Below are some records. Say how many of their lines contain the string "Minified", and give nothing but the number.

>>>>

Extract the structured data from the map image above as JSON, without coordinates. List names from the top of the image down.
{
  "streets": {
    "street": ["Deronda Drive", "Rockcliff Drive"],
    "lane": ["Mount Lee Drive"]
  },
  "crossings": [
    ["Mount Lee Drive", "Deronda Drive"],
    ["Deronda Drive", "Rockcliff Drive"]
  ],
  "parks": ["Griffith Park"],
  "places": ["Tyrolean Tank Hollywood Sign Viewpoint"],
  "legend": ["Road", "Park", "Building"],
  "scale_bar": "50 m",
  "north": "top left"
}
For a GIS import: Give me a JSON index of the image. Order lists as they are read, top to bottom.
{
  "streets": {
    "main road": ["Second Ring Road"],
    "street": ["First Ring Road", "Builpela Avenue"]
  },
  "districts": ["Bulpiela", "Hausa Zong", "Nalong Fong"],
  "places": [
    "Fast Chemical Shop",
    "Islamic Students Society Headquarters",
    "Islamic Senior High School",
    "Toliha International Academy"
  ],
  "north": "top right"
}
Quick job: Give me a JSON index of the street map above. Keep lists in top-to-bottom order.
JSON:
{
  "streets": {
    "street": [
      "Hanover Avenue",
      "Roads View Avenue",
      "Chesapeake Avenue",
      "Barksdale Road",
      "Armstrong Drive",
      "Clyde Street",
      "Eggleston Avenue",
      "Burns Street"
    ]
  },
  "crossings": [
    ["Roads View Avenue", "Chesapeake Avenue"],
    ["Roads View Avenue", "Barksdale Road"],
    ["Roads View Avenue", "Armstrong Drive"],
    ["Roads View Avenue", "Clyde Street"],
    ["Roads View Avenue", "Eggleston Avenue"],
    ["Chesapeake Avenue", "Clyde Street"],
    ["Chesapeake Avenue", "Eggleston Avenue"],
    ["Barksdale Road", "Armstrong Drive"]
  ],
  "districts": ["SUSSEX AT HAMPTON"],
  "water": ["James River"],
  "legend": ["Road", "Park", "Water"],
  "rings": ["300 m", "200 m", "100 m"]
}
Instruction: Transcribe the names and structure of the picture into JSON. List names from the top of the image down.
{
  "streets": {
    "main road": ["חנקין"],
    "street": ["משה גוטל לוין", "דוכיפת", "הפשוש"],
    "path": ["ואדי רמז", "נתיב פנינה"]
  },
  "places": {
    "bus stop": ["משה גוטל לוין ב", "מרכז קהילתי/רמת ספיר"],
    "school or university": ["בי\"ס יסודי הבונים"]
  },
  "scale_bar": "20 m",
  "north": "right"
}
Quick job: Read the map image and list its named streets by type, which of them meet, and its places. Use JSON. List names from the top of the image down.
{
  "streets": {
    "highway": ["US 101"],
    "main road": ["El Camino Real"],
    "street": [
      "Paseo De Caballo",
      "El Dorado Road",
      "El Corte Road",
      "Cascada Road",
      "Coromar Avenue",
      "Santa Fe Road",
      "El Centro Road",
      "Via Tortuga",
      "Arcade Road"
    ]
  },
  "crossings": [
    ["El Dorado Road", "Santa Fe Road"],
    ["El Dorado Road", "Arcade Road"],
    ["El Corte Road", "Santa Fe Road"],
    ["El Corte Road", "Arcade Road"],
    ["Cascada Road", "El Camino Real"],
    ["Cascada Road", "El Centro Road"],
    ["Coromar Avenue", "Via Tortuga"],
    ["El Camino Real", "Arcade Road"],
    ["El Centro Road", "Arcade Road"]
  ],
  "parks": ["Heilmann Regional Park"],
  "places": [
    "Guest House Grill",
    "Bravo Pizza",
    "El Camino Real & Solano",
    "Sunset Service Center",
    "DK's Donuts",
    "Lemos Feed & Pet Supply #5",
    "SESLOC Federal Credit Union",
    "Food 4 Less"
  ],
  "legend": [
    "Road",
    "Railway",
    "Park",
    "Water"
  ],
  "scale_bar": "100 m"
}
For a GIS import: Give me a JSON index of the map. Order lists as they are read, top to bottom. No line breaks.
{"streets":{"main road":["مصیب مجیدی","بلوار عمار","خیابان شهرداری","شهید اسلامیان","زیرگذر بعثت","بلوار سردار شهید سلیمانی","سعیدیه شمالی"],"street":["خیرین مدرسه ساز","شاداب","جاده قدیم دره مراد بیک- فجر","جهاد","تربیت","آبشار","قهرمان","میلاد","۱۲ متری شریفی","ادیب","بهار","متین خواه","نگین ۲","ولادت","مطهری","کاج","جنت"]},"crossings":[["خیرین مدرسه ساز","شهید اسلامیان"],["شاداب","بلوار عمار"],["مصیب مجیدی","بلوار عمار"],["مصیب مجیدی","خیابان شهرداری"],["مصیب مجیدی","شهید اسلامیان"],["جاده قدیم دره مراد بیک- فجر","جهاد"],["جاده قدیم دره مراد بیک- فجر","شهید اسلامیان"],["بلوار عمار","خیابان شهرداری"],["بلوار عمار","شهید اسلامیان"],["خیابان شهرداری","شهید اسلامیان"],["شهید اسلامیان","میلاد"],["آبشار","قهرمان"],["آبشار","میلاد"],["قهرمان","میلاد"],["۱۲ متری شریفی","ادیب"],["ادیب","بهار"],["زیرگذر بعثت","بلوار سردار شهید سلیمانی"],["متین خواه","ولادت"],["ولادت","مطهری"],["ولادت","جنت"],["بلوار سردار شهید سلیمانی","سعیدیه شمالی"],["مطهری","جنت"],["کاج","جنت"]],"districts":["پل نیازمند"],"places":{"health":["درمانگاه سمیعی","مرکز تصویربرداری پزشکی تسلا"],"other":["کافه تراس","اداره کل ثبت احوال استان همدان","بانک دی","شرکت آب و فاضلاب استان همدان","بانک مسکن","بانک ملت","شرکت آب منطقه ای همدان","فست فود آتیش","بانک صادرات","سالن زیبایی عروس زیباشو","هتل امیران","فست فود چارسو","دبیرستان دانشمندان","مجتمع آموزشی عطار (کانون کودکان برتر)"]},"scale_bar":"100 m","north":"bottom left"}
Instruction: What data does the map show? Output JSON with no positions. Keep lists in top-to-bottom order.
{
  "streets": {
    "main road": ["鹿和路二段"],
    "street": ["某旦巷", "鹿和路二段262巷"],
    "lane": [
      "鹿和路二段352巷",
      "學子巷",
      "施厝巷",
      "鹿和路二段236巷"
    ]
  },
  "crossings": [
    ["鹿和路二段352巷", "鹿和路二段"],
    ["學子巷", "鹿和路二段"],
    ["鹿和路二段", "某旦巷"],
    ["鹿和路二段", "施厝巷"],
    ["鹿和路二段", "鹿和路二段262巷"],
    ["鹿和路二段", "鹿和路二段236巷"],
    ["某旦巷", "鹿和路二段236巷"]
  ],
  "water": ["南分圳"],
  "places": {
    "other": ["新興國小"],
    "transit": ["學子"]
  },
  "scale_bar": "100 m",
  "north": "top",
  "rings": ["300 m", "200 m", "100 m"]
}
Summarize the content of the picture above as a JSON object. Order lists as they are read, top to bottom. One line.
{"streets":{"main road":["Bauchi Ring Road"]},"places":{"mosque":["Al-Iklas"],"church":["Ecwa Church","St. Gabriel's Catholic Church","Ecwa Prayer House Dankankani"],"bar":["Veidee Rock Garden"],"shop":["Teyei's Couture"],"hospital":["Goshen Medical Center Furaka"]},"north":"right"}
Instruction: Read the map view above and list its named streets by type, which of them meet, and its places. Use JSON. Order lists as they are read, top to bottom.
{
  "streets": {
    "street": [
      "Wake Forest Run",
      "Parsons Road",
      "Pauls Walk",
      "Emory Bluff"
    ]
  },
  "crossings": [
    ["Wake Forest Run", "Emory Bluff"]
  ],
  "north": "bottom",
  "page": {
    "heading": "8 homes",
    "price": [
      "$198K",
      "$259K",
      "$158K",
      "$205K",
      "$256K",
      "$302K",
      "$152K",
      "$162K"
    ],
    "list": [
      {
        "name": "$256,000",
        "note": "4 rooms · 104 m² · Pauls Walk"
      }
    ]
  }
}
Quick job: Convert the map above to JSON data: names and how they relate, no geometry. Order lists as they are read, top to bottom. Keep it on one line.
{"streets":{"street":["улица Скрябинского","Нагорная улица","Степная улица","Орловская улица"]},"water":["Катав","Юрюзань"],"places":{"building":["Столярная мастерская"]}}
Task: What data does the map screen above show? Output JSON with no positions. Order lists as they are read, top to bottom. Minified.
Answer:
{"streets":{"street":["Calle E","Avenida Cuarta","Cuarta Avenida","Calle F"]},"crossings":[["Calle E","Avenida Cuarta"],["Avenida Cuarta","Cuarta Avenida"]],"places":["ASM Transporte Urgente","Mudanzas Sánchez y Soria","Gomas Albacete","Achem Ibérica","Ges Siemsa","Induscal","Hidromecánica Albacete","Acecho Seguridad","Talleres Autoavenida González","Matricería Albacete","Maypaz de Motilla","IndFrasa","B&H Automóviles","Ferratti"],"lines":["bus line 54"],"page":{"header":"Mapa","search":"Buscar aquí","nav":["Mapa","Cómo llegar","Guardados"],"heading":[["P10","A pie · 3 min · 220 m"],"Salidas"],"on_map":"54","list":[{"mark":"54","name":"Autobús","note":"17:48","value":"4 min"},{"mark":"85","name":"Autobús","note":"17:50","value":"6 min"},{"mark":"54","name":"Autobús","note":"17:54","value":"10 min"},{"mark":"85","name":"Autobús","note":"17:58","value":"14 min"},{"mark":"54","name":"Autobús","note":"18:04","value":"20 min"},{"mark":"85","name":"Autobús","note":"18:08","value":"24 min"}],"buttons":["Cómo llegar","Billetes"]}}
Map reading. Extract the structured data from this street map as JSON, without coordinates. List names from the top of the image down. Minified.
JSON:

<<<<

[Written response] 2